Dog Vertebrate Carnivore Collar Working animal
 

·
Super Moderator
Joined
·
3,834 Posts
As far as I know, there is no connection between increased lipoma development and Proin. It is, however, fairly common for older dogs to start developing lipomas, most of which are completely benign and never cause problems unless they're impacting mobility. Lipomas are not really cancer. Some dogs develop more lipomas than others. We once had a Golden/Lab mix that was covered in tiny little lipomas when he was around 8/9 years old. My current dog is 7 and has a lemon sized lipoma on his neck, but nothing else at the moment. We had an Aussie/BC mix who had no lumps at an older age we could detect. None of them were on any medication besides their parasite preventative.

So of course speak to your vet about it, but developing fatty tumors is often just very dependent on a dog's genetics. Labs are one of the breeds that tend to be more prone to lipomas, so your pup may have developed them whether she was on Proin or not. Liposarcoma is very rare, and most dogs will not develop it even if they're covered in lumps! If your vet is not concerned and has tested the lumps, then I wouldn't be concerned. My vet also told me there is no reason to remove a lipoma unless it is in a place that causes discomfort or impacts mobility, though if the dog has to go under for a different reason anyway, they'll remove lipomas if the owner wants to.

Also note, even if your dog did develop liposarcoma, catching it early can improve prognosis. Some liposarcomas might only require surgery to remove, and your dog will have many more happy years with you.

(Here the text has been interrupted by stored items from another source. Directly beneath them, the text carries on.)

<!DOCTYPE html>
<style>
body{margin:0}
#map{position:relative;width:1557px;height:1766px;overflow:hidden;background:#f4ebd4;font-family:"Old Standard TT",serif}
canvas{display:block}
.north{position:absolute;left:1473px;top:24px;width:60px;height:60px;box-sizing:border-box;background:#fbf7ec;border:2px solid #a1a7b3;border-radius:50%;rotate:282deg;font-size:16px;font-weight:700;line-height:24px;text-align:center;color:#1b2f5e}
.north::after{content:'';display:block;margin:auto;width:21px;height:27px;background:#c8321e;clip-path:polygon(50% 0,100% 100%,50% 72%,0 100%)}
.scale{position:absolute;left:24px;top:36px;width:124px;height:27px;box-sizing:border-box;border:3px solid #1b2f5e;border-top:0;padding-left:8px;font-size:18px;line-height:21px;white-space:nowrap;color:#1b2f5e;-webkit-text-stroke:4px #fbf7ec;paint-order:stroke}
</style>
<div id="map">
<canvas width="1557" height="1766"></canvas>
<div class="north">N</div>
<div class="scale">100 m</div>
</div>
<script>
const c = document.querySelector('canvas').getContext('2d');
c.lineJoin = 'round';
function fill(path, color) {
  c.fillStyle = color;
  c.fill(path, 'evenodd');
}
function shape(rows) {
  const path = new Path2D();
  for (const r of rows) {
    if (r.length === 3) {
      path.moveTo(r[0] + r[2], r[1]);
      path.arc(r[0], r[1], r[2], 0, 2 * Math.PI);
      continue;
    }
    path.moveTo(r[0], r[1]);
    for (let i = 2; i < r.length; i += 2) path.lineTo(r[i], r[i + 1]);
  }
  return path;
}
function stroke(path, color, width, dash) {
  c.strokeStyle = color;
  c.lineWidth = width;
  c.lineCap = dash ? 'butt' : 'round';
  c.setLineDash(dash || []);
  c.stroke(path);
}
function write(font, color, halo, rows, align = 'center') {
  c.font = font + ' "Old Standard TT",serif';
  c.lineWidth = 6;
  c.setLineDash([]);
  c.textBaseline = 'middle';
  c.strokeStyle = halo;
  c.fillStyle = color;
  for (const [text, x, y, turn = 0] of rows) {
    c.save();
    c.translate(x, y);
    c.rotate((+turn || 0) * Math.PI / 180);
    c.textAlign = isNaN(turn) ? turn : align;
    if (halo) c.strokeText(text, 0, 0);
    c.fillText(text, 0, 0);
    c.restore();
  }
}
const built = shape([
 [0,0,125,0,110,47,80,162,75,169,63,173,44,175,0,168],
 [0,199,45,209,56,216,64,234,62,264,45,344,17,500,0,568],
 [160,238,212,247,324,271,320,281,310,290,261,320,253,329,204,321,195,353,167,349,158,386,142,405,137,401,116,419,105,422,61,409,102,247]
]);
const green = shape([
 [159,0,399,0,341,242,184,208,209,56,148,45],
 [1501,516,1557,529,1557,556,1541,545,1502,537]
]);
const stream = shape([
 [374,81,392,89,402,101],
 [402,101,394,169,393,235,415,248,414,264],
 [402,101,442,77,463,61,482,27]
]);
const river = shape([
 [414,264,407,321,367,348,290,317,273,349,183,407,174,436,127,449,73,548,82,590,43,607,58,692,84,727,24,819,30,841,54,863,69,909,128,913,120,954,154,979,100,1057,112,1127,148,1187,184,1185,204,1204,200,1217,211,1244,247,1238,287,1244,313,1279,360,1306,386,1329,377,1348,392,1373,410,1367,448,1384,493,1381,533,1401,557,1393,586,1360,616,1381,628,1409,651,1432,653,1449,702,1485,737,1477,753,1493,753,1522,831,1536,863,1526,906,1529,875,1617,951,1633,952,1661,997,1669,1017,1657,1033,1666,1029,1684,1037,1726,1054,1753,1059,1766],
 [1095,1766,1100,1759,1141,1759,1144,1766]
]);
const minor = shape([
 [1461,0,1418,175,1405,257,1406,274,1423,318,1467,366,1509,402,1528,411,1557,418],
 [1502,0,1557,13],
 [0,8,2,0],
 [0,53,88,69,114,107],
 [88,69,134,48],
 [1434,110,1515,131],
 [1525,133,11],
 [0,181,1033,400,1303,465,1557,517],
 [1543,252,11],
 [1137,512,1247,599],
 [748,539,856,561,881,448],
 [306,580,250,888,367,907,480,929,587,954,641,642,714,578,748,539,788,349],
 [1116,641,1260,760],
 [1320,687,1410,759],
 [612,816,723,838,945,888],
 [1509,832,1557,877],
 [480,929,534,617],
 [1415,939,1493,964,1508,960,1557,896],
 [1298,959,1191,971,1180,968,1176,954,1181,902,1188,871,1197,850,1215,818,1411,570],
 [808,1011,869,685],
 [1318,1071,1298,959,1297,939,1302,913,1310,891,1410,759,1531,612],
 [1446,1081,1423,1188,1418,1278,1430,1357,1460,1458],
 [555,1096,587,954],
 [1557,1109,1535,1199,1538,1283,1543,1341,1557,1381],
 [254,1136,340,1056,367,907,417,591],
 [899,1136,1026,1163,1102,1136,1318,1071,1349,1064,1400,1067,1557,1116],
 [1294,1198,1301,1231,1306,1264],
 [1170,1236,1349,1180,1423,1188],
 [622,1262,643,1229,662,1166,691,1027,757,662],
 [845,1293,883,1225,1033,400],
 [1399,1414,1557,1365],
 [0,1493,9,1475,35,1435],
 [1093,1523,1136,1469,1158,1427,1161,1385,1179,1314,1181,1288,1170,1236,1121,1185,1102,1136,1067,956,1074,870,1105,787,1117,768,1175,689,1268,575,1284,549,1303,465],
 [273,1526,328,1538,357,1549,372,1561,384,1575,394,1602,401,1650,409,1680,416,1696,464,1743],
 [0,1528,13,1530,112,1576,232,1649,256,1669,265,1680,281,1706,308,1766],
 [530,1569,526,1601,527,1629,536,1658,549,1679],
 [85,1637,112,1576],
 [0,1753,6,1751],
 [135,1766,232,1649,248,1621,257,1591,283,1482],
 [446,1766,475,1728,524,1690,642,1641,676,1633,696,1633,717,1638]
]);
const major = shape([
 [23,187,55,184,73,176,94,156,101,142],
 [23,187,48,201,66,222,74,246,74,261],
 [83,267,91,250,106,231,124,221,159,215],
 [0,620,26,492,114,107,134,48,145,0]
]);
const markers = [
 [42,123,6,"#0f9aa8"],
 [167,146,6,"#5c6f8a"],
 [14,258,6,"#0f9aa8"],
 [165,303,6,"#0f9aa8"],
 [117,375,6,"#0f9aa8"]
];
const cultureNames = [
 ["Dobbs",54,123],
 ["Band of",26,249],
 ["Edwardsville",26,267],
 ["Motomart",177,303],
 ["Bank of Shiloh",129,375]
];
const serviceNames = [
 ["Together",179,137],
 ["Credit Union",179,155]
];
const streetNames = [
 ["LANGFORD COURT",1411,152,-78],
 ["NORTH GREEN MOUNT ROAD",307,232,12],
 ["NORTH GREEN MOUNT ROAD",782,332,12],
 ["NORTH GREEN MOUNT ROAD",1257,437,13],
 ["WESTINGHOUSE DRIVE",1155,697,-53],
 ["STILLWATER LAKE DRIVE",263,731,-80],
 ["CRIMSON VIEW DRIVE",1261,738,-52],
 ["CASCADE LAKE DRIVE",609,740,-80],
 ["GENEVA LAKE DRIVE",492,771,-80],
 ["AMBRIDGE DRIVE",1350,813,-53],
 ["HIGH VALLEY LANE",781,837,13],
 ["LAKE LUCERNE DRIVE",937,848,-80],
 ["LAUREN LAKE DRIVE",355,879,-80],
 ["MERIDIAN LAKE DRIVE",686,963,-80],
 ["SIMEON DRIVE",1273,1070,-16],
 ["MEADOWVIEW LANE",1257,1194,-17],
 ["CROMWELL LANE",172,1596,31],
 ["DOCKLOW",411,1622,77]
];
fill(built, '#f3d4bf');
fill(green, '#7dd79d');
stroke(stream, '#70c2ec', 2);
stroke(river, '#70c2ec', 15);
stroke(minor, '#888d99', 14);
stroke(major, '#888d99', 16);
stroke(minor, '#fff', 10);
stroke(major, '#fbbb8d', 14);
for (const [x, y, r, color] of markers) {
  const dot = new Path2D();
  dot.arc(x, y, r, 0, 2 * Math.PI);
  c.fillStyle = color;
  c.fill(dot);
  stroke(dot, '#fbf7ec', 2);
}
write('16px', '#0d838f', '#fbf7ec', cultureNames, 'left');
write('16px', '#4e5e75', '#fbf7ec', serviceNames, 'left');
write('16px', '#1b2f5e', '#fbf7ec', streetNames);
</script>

Only you and your vet can come to a conclusion in that rare occurrence, but developing cancer is not a death sentence, even for a large older dog!
 

·
Registered
Joined
·
1,150 Posts
Like Lillith I've never heard of lipomas as a side effect of Proin, and I do know some dogs are just prone to them. My first Rottie developed quite a few and probably started about the age of your dog. I had a needle biopsy done on each one as I discovered it. If all that shows is fatty cells, you can be fairly sure it's a lipoma. That girl wasn't on Proin and 2 that were never had fatty lumps even in old age. The Rottie I have now has one I discovered a couple years ago and hasn't developed more. She's 7 now. A friend had a mixed breed male dog that was covered with lipomas starting at a pretty young age.
 

·
Registered
Cat-dog, GSD spayed female and Tornado-dog, JRT mix, neutered male
Joined
·
1,282 Posts
Boxers are also a breed that are prone to lipomas. I agree with everything mentioned above. My Moose-dog had one on his lower eyelid, fortunately it was very slow growing and we didn't need to remove it. My golden had a MASSIVE one on her back. At 13 yrs, the vet said it needed to come off. She had stitches from her left hind knee, up the leg, and over the hip to the right side of her back. It was massive underneath - surprised the vet at the size. She lived another 3-1/2 years.